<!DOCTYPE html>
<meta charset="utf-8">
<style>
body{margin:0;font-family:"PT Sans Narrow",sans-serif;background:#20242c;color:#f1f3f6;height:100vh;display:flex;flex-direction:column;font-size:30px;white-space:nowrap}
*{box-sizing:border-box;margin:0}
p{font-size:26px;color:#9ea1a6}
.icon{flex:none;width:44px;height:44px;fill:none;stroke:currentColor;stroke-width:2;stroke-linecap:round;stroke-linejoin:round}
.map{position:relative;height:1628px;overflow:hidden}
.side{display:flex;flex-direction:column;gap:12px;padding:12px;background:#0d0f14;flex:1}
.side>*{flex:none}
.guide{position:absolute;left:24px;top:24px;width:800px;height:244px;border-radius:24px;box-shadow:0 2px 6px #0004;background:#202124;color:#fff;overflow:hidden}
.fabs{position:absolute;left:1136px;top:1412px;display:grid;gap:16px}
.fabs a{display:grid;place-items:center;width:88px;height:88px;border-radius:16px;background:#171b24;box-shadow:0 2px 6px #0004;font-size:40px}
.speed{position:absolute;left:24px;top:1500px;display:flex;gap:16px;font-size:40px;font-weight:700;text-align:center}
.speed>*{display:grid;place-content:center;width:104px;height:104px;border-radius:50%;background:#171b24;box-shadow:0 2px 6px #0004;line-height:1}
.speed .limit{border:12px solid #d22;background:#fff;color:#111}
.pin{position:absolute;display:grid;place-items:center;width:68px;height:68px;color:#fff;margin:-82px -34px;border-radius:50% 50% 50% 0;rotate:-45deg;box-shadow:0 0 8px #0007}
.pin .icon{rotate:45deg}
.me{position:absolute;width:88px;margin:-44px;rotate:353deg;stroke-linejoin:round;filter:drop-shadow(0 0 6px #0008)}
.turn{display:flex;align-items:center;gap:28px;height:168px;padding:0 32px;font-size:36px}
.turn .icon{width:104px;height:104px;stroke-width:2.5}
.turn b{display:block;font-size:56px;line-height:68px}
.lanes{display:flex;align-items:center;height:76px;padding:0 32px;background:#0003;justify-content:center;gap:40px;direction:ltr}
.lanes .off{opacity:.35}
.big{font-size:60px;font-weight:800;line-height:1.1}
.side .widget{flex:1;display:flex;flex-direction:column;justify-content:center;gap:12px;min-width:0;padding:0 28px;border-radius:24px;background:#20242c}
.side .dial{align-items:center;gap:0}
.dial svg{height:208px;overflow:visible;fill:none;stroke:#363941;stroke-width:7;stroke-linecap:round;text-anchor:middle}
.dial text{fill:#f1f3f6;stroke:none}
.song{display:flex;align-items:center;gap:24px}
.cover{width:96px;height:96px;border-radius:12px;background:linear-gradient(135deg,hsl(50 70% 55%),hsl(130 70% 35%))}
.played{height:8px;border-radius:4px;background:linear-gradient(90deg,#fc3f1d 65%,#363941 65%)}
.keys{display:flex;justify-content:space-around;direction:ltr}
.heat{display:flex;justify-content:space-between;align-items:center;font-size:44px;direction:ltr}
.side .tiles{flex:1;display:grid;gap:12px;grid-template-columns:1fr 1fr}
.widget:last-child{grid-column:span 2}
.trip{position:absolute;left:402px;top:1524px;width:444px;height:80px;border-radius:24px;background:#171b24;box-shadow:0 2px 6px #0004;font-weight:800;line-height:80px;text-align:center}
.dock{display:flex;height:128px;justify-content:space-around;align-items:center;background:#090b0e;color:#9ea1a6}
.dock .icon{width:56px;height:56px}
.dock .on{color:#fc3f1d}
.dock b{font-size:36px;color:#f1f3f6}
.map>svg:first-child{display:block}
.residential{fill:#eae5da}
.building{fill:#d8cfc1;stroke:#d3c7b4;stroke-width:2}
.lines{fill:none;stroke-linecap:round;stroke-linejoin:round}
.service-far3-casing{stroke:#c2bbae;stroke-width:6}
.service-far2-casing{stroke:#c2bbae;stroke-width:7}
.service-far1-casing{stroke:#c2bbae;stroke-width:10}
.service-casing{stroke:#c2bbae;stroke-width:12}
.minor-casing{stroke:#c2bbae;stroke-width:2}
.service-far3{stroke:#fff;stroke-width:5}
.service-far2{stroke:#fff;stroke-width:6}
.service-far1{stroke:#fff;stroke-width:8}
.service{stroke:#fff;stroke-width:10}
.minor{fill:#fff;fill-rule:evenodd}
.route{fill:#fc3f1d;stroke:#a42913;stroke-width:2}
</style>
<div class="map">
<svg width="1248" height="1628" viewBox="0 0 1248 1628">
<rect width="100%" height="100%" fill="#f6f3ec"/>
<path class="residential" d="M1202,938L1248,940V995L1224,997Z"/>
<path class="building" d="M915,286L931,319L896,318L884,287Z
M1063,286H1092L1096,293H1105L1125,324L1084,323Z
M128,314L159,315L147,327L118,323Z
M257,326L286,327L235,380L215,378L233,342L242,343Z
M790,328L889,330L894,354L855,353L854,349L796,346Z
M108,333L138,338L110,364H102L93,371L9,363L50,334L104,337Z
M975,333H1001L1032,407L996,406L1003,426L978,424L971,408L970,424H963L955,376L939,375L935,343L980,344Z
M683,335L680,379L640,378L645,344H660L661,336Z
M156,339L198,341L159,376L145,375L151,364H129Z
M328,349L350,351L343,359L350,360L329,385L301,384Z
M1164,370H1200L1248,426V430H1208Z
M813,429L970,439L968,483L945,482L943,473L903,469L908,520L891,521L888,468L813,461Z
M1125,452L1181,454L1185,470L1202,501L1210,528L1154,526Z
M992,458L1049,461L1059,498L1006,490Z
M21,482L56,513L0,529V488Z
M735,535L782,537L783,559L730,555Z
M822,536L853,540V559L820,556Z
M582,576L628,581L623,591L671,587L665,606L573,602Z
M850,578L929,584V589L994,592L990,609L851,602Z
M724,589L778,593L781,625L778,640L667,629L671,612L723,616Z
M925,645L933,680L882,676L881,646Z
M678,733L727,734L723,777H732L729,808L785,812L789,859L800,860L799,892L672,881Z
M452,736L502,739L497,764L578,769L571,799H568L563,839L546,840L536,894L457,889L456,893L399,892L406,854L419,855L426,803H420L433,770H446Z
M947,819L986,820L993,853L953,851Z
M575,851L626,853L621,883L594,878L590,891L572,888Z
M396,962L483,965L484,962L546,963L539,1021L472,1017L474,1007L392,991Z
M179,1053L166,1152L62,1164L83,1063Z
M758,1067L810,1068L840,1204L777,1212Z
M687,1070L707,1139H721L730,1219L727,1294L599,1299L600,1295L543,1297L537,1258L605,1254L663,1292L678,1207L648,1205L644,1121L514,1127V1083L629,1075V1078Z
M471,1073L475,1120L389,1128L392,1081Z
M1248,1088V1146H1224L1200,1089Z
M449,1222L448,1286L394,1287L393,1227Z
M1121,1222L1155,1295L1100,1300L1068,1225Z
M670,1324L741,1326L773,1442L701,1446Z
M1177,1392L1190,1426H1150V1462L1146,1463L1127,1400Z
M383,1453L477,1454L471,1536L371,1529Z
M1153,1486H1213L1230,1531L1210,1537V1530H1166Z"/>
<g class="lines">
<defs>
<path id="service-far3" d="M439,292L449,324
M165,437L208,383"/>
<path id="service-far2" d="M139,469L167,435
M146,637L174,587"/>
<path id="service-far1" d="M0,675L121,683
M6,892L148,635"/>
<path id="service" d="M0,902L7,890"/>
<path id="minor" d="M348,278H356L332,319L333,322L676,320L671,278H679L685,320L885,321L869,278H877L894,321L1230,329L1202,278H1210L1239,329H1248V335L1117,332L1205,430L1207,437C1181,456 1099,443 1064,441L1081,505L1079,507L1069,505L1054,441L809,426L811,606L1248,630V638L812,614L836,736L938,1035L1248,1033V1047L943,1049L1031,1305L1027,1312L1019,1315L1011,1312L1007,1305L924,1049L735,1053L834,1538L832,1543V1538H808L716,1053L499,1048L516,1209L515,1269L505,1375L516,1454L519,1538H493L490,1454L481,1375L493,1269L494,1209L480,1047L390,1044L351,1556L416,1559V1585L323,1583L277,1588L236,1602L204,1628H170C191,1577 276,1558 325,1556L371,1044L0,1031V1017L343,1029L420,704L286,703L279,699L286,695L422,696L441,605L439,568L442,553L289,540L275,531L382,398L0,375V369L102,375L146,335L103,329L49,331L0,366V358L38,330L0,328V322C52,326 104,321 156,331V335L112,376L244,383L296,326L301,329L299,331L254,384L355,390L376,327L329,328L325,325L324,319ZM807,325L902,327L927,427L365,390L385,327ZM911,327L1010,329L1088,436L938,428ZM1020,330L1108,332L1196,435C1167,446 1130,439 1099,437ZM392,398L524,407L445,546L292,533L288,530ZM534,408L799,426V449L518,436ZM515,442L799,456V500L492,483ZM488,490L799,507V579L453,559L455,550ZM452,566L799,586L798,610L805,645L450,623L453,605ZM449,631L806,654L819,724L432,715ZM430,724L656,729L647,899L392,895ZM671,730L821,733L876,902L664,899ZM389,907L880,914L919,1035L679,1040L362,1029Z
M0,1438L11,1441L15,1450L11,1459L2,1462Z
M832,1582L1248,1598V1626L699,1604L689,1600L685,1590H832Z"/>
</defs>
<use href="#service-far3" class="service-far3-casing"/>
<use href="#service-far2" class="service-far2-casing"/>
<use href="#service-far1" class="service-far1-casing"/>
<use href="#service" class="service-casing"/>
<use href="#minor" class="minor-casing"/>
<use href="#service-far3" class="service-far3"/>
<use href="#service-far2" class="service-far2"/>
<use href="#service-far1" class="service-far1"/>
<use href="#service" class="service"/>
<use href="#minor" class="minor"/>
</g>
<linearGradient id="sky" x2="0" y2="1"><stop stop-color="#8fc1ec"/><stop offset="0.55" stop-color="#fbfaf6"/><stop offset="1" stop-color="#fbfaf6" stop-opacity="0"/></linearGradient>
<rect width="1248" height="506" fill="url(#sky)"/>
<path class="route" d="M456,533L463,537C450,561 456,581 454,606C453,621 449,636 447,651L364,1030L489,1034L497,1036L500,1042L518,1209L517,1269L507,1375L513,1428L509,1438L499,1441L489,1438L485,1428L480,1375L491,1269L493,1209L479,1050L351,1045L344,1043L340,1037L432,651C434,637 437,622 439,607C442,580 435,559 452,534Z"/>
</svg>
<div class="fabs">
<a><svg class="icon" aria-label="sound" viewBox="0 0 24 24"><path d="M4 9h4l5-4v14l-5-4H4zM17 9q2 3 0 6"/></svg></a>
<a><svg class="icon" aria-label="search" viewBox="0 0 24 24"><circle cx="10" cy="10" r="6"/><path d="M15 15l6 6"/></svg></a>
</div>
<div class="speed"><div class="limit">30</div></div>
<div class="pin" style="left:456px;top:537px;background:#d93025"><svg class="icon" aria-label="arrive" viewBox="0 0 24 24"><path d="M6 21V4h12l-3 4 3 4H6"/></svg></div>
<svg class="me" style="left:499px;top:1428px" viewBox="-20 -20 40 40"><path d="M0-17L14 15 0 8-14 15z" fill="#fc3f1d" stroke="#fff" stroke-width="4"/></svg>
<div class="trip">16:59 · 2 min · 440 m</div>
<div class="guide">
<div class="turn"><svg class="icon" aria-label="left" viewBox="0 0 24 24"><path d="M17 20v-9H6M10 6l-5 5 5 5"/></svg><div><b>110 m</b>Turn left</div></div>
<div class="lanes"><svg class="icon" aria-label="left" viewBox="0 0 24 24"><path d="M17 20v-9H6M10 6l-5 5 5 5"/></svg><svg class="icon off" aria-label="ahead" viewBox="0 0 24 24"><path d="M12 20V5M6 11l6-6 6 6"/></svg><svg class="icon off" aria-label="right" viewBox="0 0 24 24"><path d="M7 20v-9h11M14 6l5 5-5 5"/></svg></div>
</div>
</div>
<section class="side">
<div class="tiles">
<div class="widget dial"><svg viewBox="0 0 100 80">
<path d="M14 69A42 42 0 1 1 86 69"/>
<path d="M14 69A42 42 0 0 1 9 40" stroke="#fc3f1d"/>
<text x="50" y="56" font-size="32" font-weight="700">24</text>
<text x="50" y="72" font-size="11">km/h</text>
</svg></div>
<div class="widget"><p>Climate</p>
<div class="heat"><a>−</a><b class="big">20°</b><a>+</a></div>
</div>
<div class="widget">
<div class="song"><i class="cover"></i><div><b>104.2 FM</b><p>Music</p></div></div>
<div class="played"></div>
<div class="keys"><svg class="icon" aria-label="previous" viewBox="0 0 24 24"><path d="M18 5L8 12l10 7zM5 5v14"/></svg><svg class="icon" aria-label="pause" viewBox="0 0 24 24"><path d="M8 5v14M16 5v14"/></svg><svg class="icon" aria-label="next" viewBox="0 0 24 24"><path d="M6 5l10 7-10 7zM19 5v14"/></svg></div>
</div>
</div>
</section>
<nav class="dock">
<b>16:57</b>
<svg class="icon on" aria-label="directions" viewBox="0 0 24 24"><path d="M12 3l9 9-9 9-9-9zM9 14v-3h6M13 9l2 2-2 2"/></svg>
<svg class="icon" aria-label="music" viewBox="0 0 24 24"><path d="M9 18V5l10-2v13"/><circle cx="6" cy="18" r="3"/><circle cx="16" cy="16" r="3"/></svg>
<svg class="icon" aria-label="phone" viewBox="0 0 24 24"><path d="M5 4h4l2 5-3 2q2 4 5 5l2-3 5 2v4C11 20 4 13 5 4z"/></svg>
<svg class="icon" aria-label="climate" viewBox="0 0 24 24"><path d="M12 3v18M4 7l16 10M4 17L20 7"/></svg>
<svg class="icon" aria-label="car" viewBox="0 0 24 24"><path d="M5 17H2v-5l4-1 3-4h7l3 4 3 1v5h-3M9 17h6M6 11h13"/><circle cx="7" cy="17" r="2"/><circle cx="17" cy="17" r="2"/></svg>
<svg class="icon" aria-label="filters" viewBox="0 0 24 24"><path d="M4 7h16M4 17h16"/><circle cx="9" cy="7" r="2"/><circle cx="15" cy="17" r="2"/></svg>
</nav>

Directions – Respond with only the number of lines above that include the string "none".

Result of the exercise – 5